**Your assignment:**
What is needed is an exact copy of the line with "<button>+</button>" and all lines that follow it in the entries below, the last line included.

**Data under study:**
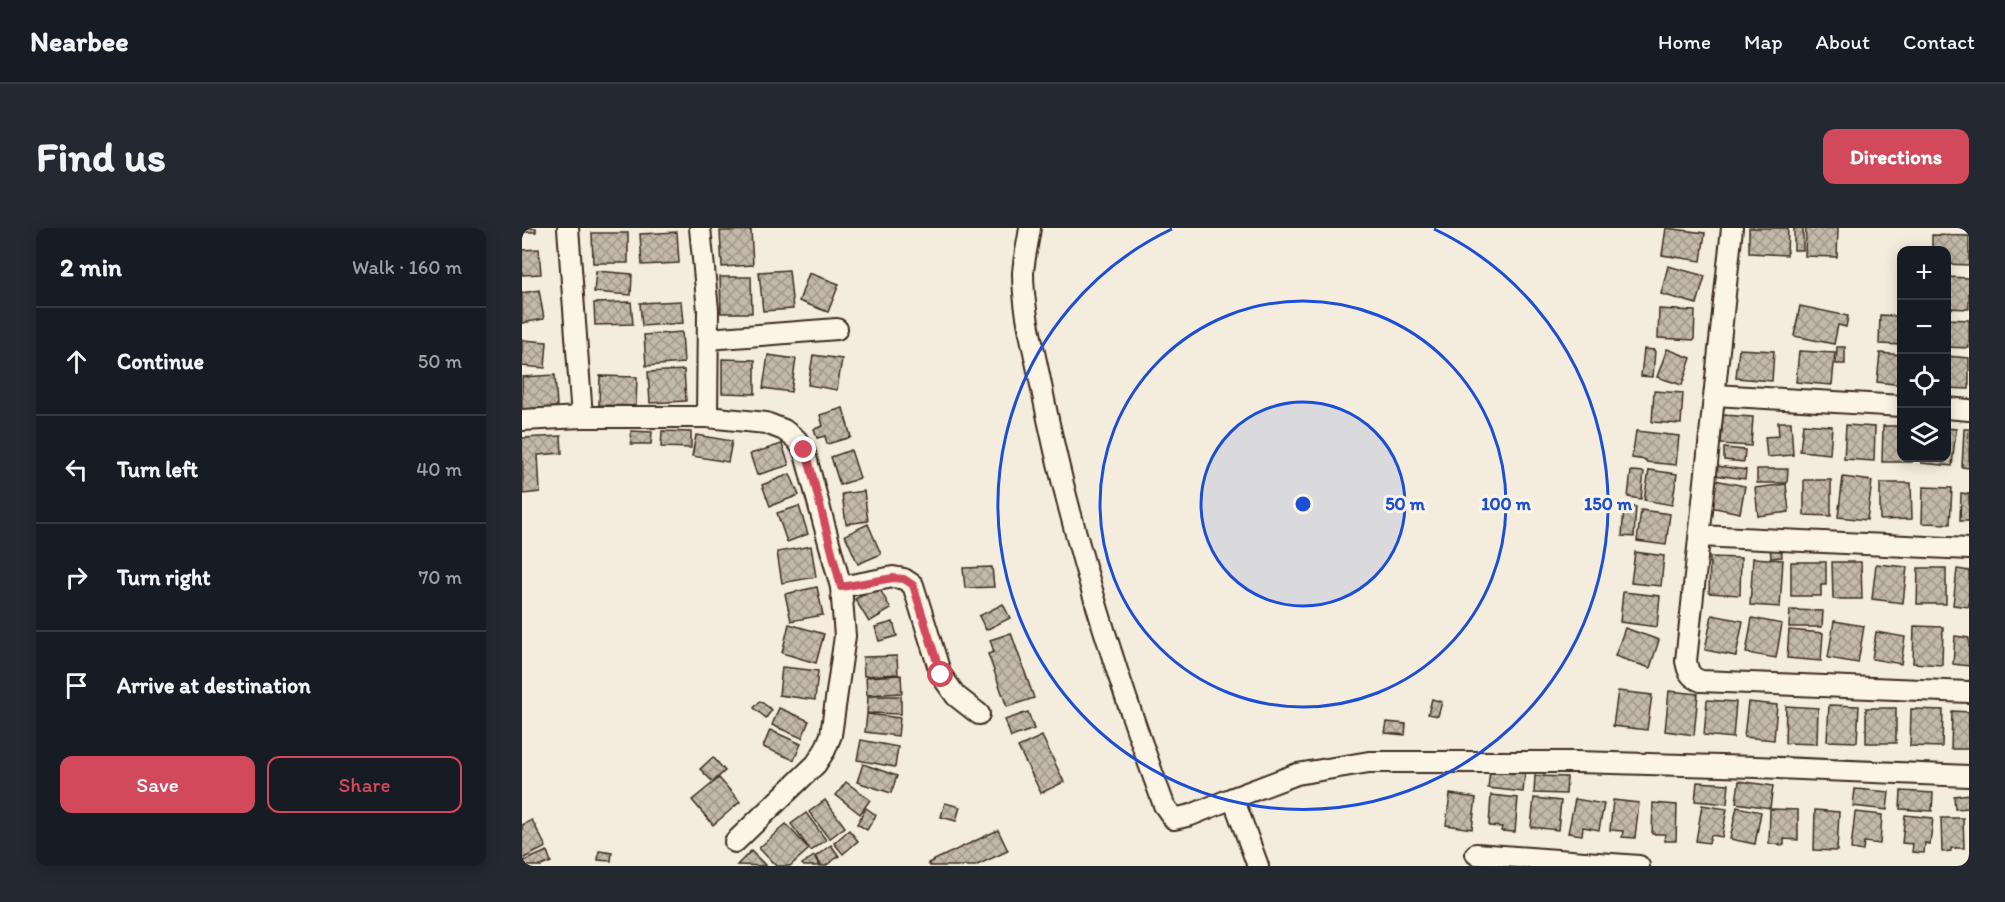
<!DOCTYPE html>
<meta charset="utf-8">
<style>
:root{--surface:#171b24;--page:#242831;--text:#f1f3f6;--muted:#9ea1a6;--line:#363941;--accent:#d1495b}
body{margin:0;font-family:Itim,sans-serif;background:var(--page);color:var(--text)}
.controls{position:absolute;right:18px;top:18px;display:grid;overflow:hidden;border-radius:12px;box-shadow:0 3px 15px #0003}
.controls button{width:54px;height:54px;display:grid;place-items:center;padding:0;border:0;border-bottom:2px solid var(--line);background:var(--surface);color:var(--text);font:30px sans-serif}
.stop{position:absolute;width:18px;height:18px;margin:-14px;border:4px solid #d1495b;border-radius:50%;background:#fff}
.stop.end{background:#d1495b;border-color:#fff;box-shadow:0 2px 6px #0008}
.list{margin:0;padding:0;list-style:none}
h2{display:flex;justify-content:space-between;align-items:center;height:78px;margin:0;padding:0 24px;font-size:26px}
h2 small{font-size:20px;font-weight:400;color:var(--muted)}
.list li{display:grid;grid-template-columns:39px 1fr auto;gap:18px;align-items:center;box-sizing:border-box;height:108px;padding:0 24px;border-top:2px solid var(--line)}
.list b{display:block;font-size:22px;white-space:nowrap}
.list em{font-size:20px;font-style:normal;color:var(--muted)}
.actions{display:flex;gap:12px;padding:18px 24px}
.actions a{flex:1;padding:14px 0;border:2px solid var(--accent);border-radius:12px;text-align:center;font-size:21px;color:var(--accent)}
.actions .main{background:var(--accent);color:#fff}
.icon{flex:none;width:33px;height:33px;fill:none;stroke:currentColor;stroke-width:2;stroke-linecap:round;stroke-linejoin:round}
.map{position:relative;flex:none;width:1447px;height:638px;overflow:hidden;border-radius:12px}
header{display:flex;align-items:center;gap:36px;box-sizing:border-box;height:84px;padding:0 30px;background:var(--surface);border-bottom:2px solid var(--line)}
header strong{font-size:28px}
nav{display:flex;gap:33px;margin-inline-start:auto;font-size:21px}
.intro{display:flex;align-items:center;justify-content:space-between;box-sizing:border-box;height:144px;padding:0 36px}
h1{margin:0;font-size:42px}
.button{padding:15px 27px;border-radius:12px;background:var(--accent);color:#fff;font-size:21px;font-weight:700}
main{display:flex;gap:36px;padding:0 36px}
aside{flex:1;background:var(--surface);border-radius:12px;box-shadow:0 3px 15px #0003}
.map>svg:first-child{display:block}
.building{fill:url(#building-cross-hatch);stroke:#3b2a1e;stroke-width:1.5}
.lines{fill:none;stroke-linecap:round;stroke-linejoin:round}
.minor-casing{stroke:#3b2a1e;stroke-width:24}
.minor{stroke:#fcf5e5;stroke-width:20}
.route{stroke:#d1495b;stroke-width:8}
.ring{fill:none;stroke:#1d4ed8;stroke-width:3}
.centre{fill:#1d4ed8;stroke:#fcf5e5;stroke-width:3}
.ring-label{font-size:18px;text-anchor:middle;font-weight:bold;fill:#1d4ed8;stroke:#fcf5e5;stroke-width:6;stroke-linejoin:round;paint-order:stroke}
</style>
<header>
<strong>Nearbee</strong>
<nav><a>Home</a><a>Map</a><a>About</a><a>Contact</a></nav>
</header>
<div class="intro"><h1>Find us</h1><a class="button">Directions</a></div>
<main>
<aside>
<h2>2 min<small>Walk · 160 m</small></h2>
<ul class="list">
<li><svg class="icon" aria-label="ahead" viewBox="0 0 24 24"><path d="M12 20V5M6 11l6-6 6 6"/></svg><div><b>Continue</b></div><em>50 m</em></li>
<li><svg class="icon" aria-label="left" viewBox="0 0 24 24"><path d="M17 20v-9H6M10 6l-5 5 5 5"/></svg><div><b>Turn left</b></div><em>40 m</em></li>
<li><svg class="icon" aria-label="right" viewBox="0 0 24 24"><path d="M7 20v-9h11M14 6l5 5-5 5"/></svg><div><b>Turn right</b></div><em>70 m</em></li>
<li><svg class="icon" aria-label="arrive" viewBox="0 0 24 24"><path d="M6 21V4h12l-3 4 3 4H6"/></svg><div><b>Arrive at destination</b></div></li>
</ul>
<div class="actions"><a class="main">Save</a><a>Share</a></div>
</aside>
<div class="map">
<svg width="1447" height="638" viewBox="0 0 1447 638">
<defs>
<pattern id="building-cross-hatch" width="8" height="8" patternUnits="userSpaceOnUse" patternTransform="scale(1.5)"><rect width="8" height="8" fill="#c3b9aa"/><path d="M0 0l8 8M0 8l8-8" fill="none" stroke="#a0978a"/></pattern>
</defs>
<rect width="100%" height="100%" fill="#f4eddd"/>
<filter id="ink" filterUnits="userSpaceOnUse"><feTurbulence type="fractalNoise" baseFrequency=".0167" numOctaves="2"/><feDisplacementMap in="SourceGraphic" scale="12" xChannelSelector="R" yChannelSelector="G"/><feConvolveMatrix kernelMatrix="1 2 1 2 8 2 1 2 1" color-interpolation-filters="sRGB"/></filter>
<g filter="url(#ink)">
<g class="building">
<rect x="0" y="0" width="14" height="4"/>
<polygon points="1144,0 1183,5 1179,33 1140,27"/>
<polygon points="1227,0 1266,0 1265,27 1227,25"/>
<rect x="1272" y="0" width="9" height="22"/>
<polygon points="1284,0 1316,0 1315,29 1283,28"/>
<polygon points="229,2 231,37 200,39 198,3"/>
<polygon points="155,4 157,35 120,37 118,6"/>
<polygon points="70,5 106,5 106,35 71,35"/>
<polygon points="1410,7 1447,8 1447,37 1424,36 1424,22 1410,22"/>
<polygon points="17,21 19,46 0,47 0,22"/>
<polygon points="1146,38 1183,48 1175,76 1139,66"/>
<polygon points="267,42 271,81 241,83 237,44"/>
<polygon points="74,43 110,46 109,67 72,64"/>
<polygon points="287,45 317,56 306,84 277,73"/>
<polygon points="198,49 229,49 230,85 199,85"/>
<polygon points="1424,49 1447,50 1447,81 1424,80"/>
<polygon points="17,62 22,91 0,95 0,65"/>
<polygon points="159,73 161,95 120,98 118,75"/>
<polygon points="109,74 111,96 73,97 72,75"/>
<polygon points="1278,78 1326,88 1324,99 1316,97 1312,116 1272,108"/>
<polygon points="1137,81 1173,83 1172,112 1136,110"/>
<polygon points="1358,87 1377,88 1376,93 1380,93 1380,117 1357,116"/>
<polygon points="1424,91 1447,92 1447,120 1424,119"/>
<polygon points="160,104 162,135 124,138 122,107"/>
<polygon points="0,112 25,114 23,140 0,138"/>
<polygon points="1315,119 1323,119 1323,136 1314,136"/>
<polygon points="1122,121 1133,122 1131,149 1119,148"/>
<polygon points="1145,121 1169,130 1160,157 1135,149"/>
<polygon points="1217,121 1252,123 1250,153 1214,150"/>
<polygon points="1277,123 1313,125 1310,157 1274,154"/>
<polygon points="1358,125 1380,127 1380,157 1355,154"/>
<polygon points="246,127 274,131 269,164 241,160"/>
<polygon points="291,127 320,131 315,162 286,157"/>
<polygon points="1424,128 1447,130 1447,161 1424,160"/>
<polygon points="200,131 233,132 233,166 200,165"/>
<polygon points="162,142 164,173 128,175 126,144"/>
<polygon points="33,147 35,179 0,181 0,149"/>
<polygon points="78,148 115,149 114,178 77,177"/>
<polygon points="1132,163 1161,165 1159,196 1130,194"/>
<polygon points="321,180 329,209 305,216 303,208 295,210 292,201 301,198 298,187"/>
<polygon points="1201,187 1231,189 1229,218 1199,216"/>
<polygon points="1256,194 1269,194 1271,227 1245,229 1243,209 1257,208"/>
<polygon points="1281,196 1310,198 1308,226 1278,223"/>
<polygon points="1324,197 1353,199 1352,233 1322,231"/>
<polygon points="1361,198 1380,198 1380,230 1390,230 1390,234 1360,234"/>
<polygon points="1424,200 1434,201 1430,238 1399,235 1399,230 1424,230"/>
<polygon points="1442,201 1447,201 1447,240 1440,239"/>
<polygon points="109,203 130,204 129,216 109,216"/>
<polygon points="140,203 169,204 169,220 139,219"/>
<polygon points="1114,203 1157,208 1154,237 1124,234 1124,232 1110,230"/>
<polygon points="174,207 210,213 206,234 170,228"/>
<polygon points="39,208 40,225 16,227 18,264 1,266 0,210"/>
<polygon points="260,216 267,237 235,247 228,226"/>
<polygon points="1202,220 1223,222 1222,234 1202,232"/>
<polygon points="329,222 338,250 318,257 309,229"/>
<polygon points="1195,238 1224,242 1223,251 1193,247"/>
<polygon points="1235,241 1266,241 1265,255 1235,255"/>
<polygon points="1127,242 1155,246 1150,277 1122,272"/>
<polygon points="1109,243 1122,244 1119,271 1106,269"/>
<polygon points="268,246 277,267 248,278 240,257"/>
<polygon points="1321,249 1350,253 1345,292 1316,289"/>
<polygon points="1193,252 1223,258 1218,285 1188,279"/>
<polygon points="1282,252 1309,252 1309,288 1282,287"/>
<polygon points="1358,255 1389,255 1390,291 1358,292"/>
<polygon points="1264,256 1267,284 1236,288 1233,260"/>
<polygon points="1401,259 1430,260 1428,296 1400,295"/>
<polygon points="342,263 346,293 324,296 320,266"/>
<polygon points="1439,265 1447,266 1447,293 1438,293"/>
<polygon points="277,278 286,306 265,314 255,285"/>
<polygon points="1102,278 1114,279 1112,309 1100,308"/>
<polygon points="1119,282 1148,286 1144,317 1115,313"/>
<polygon points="346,296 359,326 336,336 323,307"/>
<polygon points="1259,317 1260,329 1249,330 1248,318"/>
<polygon points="289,318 294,349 260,355 255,324"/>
<polygon points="1113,324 1142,328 1139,358 1109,355"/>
<polygon points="1188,329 1219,330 1218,367 1187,365"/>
<polygon points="1231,330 1261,332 1258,379 1228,377"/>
<polygon points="1269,334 1304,334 1304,357 1299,357 1299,368 1269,368"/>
<polygon points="1310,334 1339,334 1340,371 1311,371"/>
<polygon points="1354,336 1385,339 1381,375 1350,371"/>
<polygon points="470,339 472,359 443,360 441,340"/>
<polygon points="1396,340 1424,340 1424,376 1395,376"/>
<polygon points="1435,341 1447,343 1447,379 1431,377"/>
<polygon points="356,358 369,381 347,394 333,371"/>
<polygon points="295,359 301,387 269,393 263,366"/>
<polygon points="1101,364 1138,368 1135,399 1098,394"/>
<polygon points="481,376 488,390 464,402 457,388"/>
<polygon points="1268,382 1301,383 1300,399 1267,399"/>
<polygon points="1190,387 1221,393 1214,428 1183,422"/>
<polygon points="1230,390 1260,396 1254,430 1224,425"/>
<polygon points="1312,393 1342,398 1336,435 1306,430"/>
<polygon points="371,394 375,408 357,413 353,399"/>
<polygon points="267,396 302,406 294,435 260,425"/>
<polygon points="1392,398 1421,399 1420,437 1391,435"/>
<polygon points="1103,400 1137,412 1128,440 1093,428"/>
<polygon points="1267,402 1301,405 1299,433 1265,430"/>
<polygon points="1354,404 1383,409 1379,436 1350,431"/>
<polygon points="489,405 512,470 485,479 466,426 472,424 468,412"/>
<polygon points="1433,408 1447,410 1447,438 1431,436"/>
<polygon points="375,428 376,446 342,448 341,429"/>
<polygon points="260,439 296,443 293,472 257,467"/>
<polygon points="379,447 380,465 345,467 344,449"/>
<polygon points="1096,463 1130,467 1125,502 1091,498"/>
<polygon points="1147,463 1176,466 1172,507 1143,503"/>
<polygon points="346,468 379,468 379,486 345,485"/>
<polygon points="910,471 920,474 916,488 906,486"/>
<polygon points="1185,472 1214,474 1211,510 1182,507"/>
<polygon points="238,473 250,482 244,490 232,480"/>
<polygon points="1226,474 1255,477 1252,512 1222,509"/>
<polygon points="1307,477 1337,478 1335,514 1305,513"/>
<polygon points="1264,478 1296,480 1295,516 1263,515"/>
<polygon points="257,480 287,493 280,510 250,497"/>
<rect x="1344" y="480" width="30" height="35"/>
<polygon points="1389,481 1421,482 1420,519 1388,518"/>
<polygon points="1430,483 1447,484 1447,521 1429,521"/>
<polygon points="506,484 512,501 489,509 483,492"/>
<polygon points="345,486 378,490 376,508 343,504"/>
<polygon points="865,494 884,496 883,507 863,505"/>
<polygon points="248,502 279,516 272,532 241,519"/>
<polygon points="520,508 542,554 519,565 496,519"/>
<polygon points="339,512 376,519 373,539 335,532"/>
<polygon points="191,529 203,543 191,554 178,541"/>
<polygon points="341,536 375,548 369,565 335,554"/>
<polygon points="968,542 1003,545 1001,564 966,560"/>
<polygon points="1013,548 1045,549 1044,566 1012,565"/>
<polygon points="197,550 218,574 191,597 170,572"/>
<polygon points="1217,553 1251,558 1248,580 1214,575"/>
<polygon points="324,554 348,572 338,586 314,567"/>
<polygon points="1175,554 1207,556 1205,576 1173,573"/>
<polygon points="1333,561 1367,564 1365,582 1331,578"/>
<polygon points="1379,563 1411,565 1410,583 1378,581"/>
<polygon points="928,566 954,570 950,601 924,597"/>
<polygon points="1447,566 1447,580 1433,581 1432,568"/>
<polygon points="969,567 996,570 993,604 979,603 980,599 967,598"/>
<polygon points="1012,570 1039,573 1036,602 1009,599"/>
<polygon points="1053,571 1082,576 1077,602 1061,599 1060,607 1046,605"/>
<polygon points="303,572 323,599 307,611 287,584"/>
<polygon points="1091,572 1117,575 1113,610 1100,609 1101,603 1088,602"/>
<polygon points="423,575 438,579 434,593 419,589"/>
<polygon points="1131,575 1155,577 1154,613 1142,613 1143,606 1130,606"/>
<polygon points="1180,577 1205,581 1200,609 1189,607 1187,615 1174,613"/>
<polygon points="1215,579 1239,584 1233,616 1208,611"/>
<polygon points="344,580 354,587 345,602 335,596"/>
<polygon points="1248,581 1276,582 1276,612 1262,611 1262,617 1247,616"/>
<polygon points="1293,582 1317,584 1315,623 1292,622"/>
<polygon points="1333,584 1360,587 1358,616 1342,614 1341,623 1329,621"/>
<polygon points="284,585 304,612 289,623 269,596"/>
<polygon points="1383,587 1411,590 1408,616 1403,615 1402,625 1390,624 1391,616 1380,615"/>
<polygon points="1419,590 1441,590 1442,620 1429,620 1429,623 1420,624"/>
<polygon points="10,592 24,619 0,631 0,597"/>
<polygon points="264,596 287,621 268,638 254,638 237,620"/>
<polygon points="327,602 336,613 321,626 312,615"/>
<polygon points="476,602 486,623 453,638 408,638 406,635"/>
<polygon points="309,617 317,628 303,638 300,638 293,629"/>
<polygon points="25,623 29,634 19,638 4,638 2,633"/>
<polygon points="77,623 90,625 89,633 76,632"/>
<polygon points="229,623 244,638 215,637"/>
<polygon points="292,628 298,638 282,638 280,636"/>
</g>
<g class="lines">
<defs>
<g id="minor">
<polyline points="46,0 60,189"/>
<polyline points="178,0 186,82 185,189"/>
<path d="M508,0c-2,15 -6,30 -7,45 0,39 12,80 19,117 28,142 72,280 122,415l10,14 17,-4 42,-17 25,68"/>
<path d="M1210,0l-46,433c2,11 4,16 15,20l268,11"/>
<polyline points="186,111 315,101"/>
<polyline points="1193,167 1380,178"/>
<polyline points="1424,180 1447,182"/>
<polyline points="0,192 60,189 185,189 244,195 262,202 274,211 282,222 319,359 323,408 309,507 303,522 294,536 213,614"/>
<polyline points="1178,308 1447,321"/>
<polyline points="319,359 371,349 382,351 391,357 419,447 434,468 457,486"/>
<polyline points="711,570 775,546 847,534 1054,534 1234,539 1447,548"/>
<polyline points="954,626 1117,638"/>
</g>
</defs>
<use href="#minor" class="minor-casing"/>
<use href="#minor" class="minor"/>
</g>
</g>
<g class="lines" filter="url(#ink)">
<polyline class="route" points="282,222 287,234 319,359 371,350 382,351 391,357 419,447"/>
</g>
<circle cx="781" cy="276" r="102" fill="#1d4ed8" fill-opacity=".12"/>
<g class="ring">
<circle cx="781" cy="276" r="102"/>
<circle cx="781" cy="276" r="203"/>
<path d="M912 1A305 305 0 1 1 650 1"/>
</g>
<circle cx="781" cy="276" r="9" class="centre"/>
<g class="ring-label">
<text x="883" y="282">50 m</text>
<text x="984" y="282">100 m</text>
<text x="1086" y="282">150 m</text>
</g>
</svg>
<div class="controls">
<button>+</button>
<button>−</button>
<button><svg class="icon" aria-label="locate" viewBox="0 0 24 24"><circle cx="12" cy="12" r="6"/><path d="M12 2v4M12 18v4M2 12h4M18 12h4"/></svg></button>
<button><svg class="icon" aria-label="layers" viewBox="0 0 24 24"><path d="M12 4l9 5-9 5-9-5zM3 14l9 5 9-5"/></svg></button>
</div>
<div class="stop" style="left:419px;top:447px"></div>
<div class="stop end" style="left:282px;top:222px"></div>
</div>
</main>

**Solution:**
<button>+</button>
<button>−</button>
<button><svg class="icon" aria-label="locate" viewBox="0 0 24 24"><circle cx="12" cy="12" r="6"/><path d="M12 2v4M12 18v4M2 12h4M18 12h4"/></svg></button>
<button><svg class="icon" aria-label="layers" viewBox="0 0 24 24"><path d="M12 4l9 5-9 5-9-5zM3 14l9 5 9-5"/></svg></button>
</div>
<div class="stop" style="left:419px;top:447px"></div>
<div class="stop end" style="left:282px;top:222px"></div>
</div>
</main>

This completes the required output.